After the expensive restaurant went bankrupt, I took a job at a bar and moved alone to a tiny half-duplex, charming in the summer once I’d redecorated with knickknacks and lace curtains from the thrift store. But winter blew in. The kitchen used to be a porch. The apartment turned cold. I hung a blanket over the kitchen doorway and, in the morning, I found ice-covered dishes in the sink. I wore mittens to make coffee and never covered the kitchen doorway again. I was wrapped in blankets, circling ads for new apartments, when my mother phoned to say that she was buying me a ticket to fly on a prop jet to a hospital in North Dakota because my taskmaster grandmother had terminal cancer.
“You’re never home,” my mother said. “I call and call and call.”
I told her I’d been at class, at work, or studying. Some nights I studied until dawn in the oldest building, Schofield Hall, which stayed open all night. It used to be a laboratory school with secret balconies so normal school professors could observe teaching and learning—ghosts of professors circling as I studied. I didn’t tell my mother that on coldest nights I went to James. We had sex. Then he got up to drink as I slept in a warm bed.
She said, “Just to let you know, I don’t know where your father is.”
She should move on, I said, make a new life. But in a small town filled with bars and strip joints, they’d been not just husband and wife but partners in get-up-and-go. Everything they said, did, wore, drove, established that they weren’t lowlifes. She said, “Divorce is impossible. I’d rather be a widow.” I was shocked. “You wish he was dead?”
She said, “Did I say that? No.”
She needed a plan. I didn’t have one.
When I got to the hospital in North Dakota, my sister was already there, holding her new baby. I sat next to my grandmother’s bed and studied my niece, her tiny face blinking at light, at motion. At the end of life, my grandmother was docile, benevolent. In the middle of life, my mother was staggered by double losses looming. I saw it in her wilted posture.
When I got home a few days later, it was December.

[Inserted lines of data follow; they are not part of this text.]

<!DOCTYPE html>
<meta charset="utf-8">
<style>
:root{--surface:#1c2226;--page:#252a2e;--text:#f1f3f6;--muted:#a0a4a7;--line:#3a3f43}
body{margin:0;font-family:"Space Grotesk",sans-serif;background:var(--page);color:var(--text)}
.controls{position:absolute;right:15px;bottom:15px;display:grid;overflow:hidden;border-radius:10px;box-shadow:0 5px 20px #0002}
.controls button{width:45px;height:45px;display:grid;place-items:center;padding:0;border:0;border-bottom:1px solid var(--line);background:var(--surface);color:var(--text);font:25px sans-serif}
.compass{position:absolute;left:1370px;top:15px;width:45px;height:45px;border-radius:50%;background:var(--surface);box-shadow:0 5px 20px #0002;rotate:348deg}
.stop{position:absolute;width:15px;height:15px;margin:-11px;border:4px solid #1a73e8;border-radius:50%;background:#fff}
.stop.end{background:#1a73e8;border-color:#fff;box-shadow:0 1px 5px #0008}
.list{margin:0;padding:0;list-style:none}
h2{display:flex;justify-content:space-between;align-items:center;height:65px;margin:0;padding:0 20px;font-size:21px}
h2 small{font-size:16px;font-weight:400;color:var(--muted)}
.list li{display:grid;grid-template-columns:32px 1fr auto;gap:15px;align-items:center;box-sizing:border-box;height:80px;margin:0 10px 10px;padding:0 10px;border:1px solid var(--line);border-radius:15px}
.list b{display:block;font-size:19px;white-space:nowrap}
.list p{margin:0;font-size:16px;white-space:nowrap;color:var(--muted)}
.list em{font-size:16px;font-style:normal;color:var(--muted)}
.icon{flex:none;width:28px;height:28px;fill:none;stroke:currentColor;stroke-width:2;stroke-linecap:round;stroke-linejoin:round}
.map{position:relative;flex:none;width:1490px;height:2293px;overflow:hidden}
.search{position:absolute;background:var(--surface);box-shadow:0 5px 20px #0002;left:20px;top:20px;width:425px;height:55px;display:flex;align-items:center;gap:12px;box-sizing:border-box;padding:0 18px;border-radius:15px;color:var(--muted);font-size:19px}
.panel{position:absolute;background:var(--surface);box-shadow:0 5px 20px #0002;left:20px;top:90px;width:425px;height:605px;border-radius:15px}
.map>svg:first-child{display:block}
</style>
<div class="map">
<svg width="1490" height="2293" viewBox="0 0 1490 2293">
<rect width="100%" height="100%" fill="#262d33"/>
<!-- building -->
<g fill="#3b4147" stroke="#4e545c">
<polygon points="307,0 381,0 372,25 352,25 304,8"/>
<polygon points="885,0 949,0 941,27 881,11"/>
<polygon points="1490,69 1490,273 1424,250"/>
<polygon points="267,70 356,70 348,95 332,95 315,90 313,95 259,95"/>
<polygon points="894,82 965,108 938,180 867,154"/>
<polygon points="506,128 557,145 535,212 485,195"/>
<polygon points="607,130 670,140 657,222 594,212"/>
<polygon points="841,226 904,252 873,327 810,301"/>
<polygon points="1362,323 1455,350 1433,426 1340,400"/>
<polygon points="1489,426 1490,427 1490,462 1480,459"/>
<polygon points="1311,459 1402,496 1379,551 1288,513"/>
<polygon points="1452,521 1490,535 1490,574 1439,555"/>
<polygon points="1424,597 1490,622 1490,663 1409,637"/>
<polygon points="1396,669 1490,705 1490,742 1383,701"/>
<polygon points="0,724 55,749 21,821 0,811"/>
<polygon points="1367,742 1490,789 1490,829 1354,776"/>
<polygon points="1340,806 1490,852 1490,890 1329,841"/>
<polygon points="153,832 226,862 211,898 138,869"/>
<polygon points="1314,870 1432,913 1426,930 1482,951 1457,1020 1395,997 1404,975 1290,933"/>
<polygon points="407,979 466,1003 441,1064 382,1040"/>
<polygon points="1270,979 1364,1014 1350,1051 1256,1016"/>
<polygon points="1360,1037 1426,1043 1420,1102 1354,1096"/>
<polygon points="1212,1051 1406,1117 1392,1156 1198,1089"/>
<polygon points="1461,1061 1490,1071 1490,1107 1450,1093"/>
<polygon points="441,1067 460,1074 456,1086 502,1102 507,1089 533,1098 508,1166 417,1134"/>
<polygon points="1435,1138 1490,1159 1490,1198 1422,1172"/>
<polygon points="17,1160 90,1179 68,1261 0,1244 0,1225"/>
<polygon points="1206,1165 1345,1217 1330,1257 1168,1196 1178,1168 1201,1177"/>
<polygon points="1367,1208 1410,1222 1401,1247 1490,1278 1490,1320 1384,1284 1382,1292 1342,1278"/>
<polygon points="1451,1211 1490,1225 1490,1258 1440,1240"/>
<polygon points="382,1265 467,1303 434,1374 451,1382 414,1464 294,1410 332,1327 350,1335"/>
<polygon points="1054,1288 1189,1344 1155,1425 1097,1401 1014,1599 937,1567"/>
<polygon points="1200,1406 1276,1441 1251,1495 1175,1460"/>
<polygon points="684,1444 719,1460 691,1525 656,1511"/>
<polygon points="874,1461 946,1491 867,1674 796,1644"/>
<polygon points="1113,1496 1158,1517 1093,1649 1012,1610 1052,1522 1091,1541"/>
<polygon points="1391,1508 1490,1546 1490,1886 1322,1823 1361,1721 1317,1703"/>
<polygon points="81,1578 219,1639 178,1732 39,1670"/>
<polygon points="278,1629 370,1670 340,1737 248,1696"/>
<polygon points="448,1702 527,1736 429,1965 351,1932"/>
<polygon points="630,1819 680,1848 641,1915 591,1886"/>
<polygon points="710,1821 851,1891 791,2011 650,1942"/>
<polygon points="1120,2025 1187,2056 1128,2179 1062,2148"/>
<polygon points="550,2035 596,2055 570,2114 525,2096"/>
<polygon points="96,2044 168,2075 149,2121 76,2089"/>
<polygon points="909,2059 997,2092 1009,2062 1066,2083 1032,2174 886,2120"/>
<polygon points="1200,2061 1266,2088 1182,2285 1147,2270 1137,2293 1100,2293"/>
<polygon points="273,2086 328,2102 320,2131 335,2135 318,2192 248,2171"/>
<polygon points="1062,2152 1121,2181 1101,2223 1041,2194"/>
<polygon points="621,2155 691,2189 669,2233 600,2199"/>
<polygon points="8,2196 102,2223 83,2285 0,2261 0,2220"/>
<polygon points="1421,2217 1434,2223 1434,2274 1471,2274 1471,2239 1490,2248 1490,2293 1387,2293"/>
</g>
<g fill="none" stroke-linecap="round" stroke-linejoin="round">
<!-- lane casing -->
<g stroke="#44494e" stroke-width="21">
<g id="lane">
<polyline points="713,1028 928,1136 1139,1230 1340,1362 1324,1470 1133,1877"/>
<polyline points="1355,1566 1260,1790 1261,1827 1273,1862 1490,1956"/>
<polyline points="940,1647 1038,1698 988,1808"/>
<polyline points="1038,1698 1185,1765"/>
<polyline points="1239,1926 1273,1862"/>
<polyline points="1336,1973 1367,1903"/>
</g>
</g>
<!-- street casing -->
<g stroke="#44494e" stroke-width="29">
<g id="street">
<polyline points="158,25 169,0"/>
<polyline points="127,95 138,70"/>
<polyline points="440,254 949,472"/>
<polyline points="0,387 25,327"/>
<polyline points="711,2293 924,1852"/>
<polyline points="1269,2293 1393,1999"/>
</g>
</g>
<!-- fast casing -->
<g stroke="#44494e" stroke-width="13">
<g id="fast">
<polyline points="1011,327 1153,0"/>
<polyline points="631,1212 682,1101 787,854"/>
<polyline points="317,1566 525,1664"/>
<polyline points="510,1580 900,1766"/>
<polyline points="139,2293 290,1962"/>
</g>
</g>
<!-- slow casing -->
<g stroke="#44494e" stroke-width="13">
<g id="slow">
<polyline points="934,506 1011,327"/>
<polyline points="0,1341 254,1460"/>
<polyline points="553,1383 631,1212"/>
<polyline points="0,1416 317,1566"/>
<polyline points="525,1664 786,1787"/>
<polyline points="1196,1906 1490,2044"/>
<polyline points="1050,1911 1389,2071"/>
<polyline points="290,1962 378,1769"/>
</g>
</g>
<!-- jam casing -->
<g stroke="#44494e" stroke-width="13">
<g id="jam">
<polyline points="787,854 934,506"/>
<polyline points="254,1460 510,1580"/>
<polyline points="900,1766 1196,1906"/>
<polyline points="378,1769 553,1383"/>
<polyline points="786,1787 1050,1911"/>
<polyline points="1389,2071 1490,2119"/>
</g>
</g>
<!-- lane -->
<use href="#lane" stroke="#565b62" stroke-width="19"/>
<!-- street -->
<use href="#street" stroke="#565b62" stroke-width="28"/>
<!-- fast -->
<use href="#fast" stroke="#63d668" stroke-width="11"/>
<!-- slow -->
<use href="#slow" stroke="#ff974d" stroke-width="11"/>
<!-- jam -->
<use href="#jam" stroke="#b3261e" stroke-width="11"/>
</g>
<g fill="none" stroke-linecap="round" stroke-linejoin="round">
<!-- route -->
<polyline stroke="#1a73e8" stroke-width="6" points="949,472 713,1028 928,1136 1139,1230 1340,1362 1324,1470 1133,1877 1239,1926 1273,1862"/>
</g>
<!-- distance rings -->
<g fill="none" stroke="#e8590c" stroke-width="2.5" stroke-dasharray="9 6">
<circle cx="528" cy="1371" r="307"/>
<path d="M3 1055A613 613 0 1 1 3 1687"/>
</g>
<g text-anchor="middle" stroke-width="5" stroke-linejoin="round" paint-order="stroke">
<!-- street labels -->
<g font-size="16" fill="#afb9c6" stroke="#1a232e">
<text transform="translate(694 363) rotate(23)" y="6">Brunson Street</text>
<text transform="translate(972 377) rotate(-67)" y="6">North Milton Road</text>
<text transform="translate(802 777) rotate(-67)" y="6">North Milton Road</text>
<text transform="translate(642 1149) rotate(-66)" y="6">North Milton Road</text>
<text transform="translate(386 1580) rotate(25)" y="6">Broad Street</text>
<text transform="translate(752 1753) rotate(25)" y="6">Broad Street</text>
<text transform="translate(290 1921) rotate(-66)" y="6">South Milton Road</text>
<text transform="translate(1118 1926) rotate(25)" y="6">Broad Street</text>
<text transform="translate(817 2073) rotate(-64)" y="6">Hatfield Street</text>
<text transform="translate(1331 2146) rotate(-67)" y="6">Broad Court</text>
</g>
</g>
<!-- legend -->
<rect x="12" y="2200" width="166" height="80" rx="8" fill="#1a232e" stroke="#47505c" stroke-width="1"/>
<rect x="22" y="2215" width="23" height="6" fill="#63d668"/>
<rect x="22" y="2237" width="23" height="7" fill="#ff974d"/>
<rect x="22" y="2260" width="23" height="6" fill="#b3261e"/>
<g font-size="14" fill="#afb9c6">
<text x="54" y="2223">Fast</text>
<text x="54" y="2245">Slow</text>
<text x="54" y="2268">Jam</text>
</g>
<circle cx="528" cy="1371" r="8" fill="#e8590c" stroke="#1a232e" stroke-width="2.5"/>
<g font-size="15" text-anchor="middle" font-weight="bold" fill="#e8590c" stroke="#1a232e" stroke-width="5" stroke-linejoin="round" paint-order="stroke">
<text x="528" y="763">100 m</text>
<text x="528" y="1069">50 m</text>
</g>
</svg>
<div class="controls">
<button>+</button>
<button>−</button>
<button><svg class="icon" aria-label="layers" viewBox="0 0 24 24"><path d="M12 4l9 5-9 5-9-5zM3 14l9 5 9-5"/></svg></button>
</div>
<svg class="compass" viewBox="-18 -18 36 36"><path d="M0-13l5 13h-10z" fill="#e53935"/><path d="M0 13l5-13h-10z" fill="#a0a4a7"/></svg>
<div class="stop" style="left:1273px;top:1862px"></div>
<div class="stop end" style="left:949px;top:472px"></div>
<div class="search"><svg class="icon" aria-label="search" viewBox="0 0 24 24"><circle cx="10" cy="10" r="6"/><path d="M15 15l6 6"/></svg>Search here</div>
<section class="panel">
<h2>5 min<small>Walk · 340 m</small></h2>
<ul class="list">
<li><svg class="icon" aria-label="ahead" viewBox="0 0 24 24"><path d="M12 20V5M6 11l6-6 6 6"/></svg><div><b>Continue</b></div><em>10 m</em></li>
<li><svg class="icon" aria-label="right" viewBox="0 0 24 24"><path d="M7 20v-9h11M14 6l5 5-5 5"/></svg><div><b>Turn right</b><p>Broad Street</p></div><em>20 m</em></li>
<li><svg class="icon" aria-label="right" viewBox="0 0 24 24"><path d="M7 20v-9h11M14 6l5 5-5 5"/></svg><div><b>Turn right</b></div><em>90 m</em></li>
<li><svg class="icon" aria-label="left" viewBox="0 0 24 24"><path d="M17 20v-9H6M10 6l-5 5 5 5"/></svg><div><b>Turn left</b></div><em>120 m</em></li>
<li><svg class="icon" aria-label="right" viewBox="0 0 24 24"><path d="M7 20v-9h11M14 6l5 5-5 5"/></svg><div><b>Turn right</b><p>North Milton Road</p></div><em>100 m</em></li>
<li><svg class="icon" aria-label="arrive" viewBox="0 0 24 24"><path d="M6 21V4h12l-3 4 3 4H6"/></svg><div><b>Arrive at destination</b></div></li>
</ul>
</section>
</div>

I was graduating in a few weeks. My grades were As, except Cs in required sections of Physical Education I’d procrastinated until the end: a C in Relaxation because I fell asleep instead of relaxing; a C in Beginning Swimming. The teacher had noticed me the first day, floating easefully, and stared at my face: “There’d better not be anyone in here who already knows how or that’s an automatic F.” So I feigned helplessness in deep water.